Mallows have many common traits, but the most obvious is the hollyhock-like flowers, which tend to have five colorful petals arranged around a prominent central column of fused stamens.  If you spot a flower that looks like a hollyhock, it is almost certainly adorning a member of the mallow family.

Mallow flowers remind me a little of poppies—colorful and ephemeral.  Each rose of Sharon bloom lasts only a single day, with hollyhocks and tropical hibiscus flowers staying on the stalk a bit longer.  The beautiful, short-lived flower petals are not terribly substantial.  Despite that, the plants themselves have staying power.  Roses of Sharon may have a defined lifespan, but they self-seed so readily that they might as well be immortal.  A mature rose of Sharon also produces hundreds of blooms in a flowering season that lasts up to a month or more.  Tall hollyhocks, opening from the bottom up, crank out flowers for two weeks.  The hardy hibiscus sprout flowers of eye-popping size for at least 10 days or more.  Swamp and bog areas, like the New Jersey Meadowlands, are home to the prolific seashore mallow, which goes by the tongue-mangling Latin name of Kosteletzkya virginica.  The pink-flowered mallows bloom from June through September, beautifying places that are often considered waste spaces.
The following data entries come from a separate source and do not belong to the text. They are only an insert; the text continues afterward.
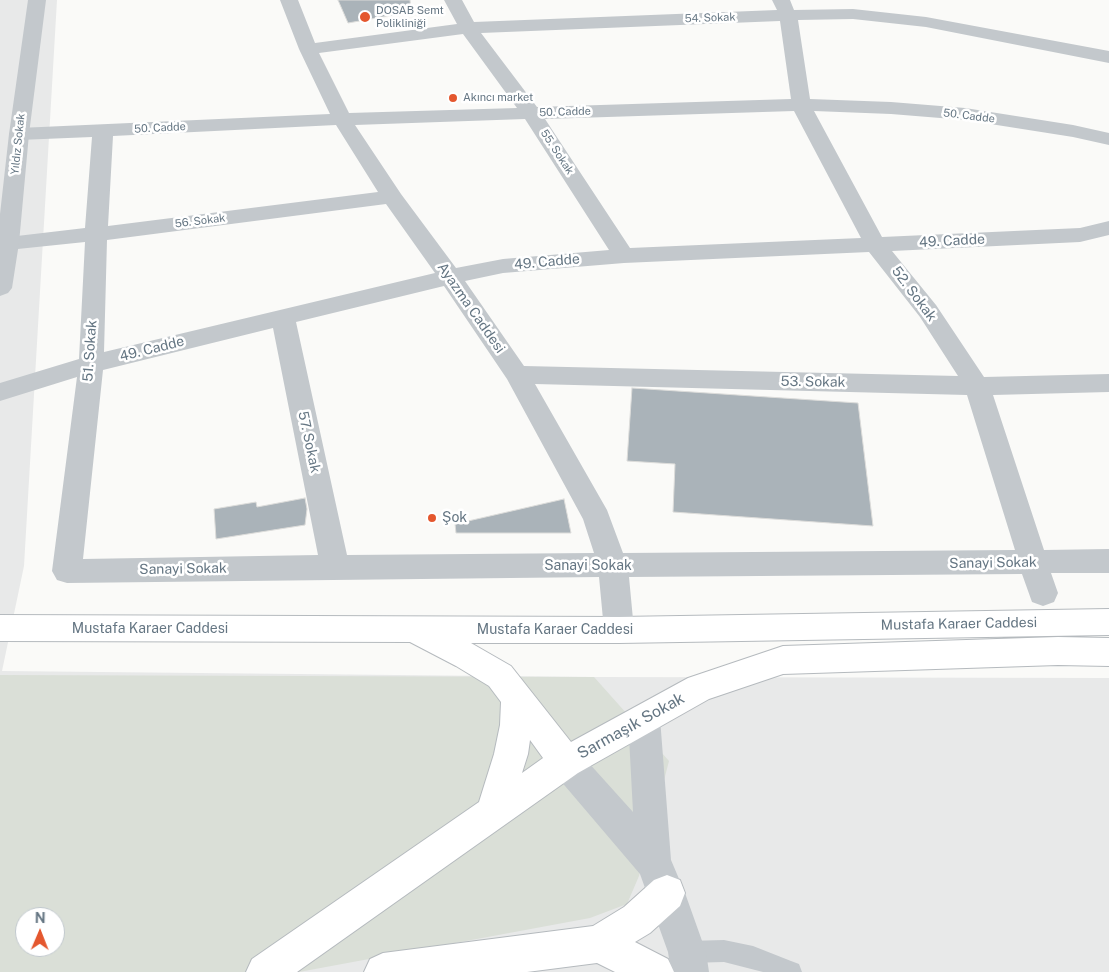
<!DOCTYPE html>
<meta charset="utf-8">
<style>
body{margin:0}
#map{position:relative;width:1109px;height:972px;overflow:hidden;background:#fafaf8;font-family:"Public Sans",sans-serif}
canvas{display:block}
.north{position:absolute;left:15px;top:907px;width:50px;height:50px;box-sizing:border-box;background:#fff;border:1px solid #c1c8cd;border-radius:50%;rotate:1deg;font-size:14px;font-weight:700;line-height:20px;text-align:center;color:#657683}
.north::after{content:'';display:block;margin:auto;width:18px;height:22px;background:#e4572e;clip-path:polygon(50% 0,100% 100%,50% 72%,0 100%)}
</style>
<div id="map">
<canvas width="1109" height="972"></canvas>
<div class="north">N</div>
</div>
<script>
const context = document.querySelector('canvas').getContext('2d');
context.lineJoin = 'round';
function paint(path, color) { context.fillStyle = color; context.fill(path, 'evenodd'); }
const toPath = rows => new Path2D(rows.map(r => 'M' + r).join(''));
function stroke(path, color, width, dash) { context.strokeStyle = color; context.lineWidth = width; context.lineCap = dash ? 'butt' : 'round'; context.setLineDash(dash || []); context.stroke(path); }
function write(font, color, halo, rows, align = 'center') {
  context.font = font + ' "Public Sans",sans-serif'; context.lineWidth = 5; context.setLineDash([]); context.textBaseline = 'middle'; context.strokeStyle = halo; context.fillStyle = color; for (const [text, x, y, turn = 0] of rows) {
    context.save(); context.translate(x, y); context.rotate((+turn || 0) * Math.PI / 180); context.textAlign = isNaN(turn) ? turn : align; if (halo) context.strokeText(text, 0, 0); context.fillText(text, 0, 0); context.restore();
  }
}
paint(toPath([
 [0,0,57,0,24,566,2,671,594,677,1109,678,1109,972,0,972],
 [25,917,55,917,55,947,25,947]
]), '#e8e9e9');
paint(toPath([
 [0,675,594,677,669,761,639,876,627,904,590,918,299,972,0,972],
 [25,917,55,917,55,947,25,947]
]), '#dadfd7');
const building = toPath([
 [338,0,410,0,411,12,348,23,338,0],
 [632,388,858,403,873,526,673,512,675,464,627,461,632,388],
 [305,498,307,509,305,525,216,539,214,509,256,502,257,507,305,498],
 [564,499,571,533,456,533,455,524,564,499]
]);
paint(building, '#aab3b9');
stroke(building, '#dcdcda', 1);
const primary = toPath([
 [1109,609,1109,635,619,643,471,643,511,666,571,742,688,678,783,646,1058,637,1109,638,1109,666,1058,665,783,674,709,699,578,773,297,972,246,972,252,959,479,802,494,754,500,725,501,702,489,686,456,666,410,642,0,641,0,615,619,617,1109,609],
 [530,740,543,758,522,773,528,754,530,740],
 [667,875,680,880,685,893,680,906,650,933,635,942,668,959,674,972,615,972,597,963,527,972,364,972,370,959,383,953,593,926,624,907,654,880,667,875]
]);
stroke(primary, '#b5babe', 2);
paint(toPath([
 [724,940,753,946,791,961,799,964,802,972,763,972,724,962,687,963,679,960,676,952,679,944,687,941,724,940]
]), '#c3c8cc');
paint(toPath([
 [280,0,298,0,315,43,457,24,444,0,462,0,474,22,777,10,772,0,790,0,794,10,853,9,926,17,1109,51,1109,63,926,27,853,19,798,20,810,99,891,102,965,108,1073,125,1109,133,1109,145,1073,137,965,120,891,114,814,111,882,237,1080,228,1109,221,1109,235,1080,242,892,251,936,305,984,377,1109,374,1109,392,993,395,1044,550,1109,549,1109,573,1051,573,1058,593,1054,602,1043,606,1032,602,1022,574,629,577,634,630,630,639,619,643,608,639,604,630,599,577,67,583,57,580,52,571,77,377,0,401,0,383,79,359,85,242,8,250,0,248,0,238,85,228,92,137,19,140,12,138,9,134,12,130,19,128,330,114,299,49,280,0],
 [780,21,791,99,537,107,481,33,780,21],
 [463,34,517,108,349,113,319,53,463,34],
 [794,111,861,238,630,248,545,119,794,111],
 [525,119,609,250,503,259,456,268,401,194,355,125,525,119],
 [336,125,378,192,108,226,113,136,336,125],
 [386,204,435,273,104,352,107,240,386,204],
 [869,252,920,317,958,376,524,366,465,281,503,273,624,263,869,252],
 [444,286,507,379,583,519,594,553,347,555,296,322,444,286],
 [273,328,318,555,83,559,103,370,273,328],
 [535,384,967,395,1015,550,623,553,607,510,535,384],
 [644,703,655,708,660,718,671,860,685,893,706,952,709,972,671,972,668,952,640,874,554,773,549,762,554,751,566,746,578,751,633,812,628,718,633,708,644,703]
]), '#c3c8cc');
paint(toPath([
 [28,0,46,0,29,134,19,243,12,288,8,293,0,296,0,214,9,134,28,0]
]), '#c3c8cc');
paint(primary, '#fff');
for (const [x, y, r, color] of [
 [365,17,6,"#e4572e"],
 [453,98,5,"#e4572e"],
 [432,518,5,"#e4572e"]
]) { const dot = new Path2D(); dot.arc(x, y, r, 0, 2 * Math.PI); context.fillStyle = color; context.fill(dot); stroke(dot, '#fff', 2); }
write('11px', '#657683', '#fff', [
 ["DOSAB Semt",376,11],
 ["Polikliniği",376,24],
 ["Akıncı market",463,98]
], 'left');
write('11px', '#657683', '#fff', [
 ["54. Sokak",710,18,-2],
 ["50. Cadde",565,112,-2],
 ["50. Cadde",969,116,7],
 ["50. Cadde",160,128,-3],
 ["Yıldız Sokak",18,144,-84],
 ["55. Sokak",557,152,57],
 ["56. Sokak",200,221,-7]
]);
write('14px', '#657683', '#fff', [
 ["49. Cadde",952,241,-3],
 ["49. Cadde",547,262,-5],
 ["52. Sokak",914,294,53],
 ["Ayazma Caddesi",471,308,55],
 ["49. Cadde",152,349,-14],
 ["51. Sokak",90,351,-86],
 ["53. Sokak",813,382,1],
 ["57. Sokak",309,442,78],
 ["Sanayi Sokak",993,563,-1],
 ["Sanayi Sokak",588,566],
 ["Sanayi Sokak",183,569,-1],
 ["Mustafa Karaer Caddesi",959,624,-1],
 ["Mustafa Karaer Caddesi",150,629],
 ["Mustafa Karaer Caddesi",555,630]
]);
write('14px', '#657683', '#fff', [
 ["Şok",442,518]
], 'left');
write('16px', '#657683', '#fff', [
 ["Sarmaşık Sokak",631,726,-29]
]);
</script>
Even vegetable gardeners can get in on the mallow act, by growing okra, also known as Abelmoschus esculentus, which, prior to producing its fruits, dazzles beholders with white or yellow hollyhock-like flowers with dramatic dark eye zones.  The same kinds of flowers are also characteristic of Gossypium species, otherwise known as cotton.

You may not want to grow okra or cotton, but if you need more mallow in your life, there are many highly desirable choices, all of which are readily available from nurseries and garden centers. The high mallows or Malva sylvestris have been popular over the last decade or so, especially a variety called ‘Zebrina’.   High mallows are much like hollyhocks except a little more elegant in appearance and a bit more compact.  ‘Zebrina’ grows two to four feet tall, with lavender flowers striped in darkest red. The plants are sun-loving, short-lived perennials that will work in large containers.  In the garden, ‘Zebrina’ looks best when planted in odd-numbered groups.

Prairie mallow or Sidalcea is sometimes known as “miniature hollyhock.”  Like some other mallows, the plants tend to form clumps when they are well situated.

The leaves are slightly to deeply lobed, depending on proximity to the ground, but almost no one buys any mallow solely for its foliage.  Sidalcea also grows two to four feet tall, with erect spikes of pink flowers that appear in summer.  Though the flowers have the typical hollyhock configuration, they are more delicate in appearance.  “Elsie Heugh’, winner of the Royal Horticultural Society’s Award of Garden Merit (AGM), is my favorite sidalcea because of its elegant fringed petals.

No good flower garden should be without some kind of mallow.  The problem—at least in my garden—is stopping with one.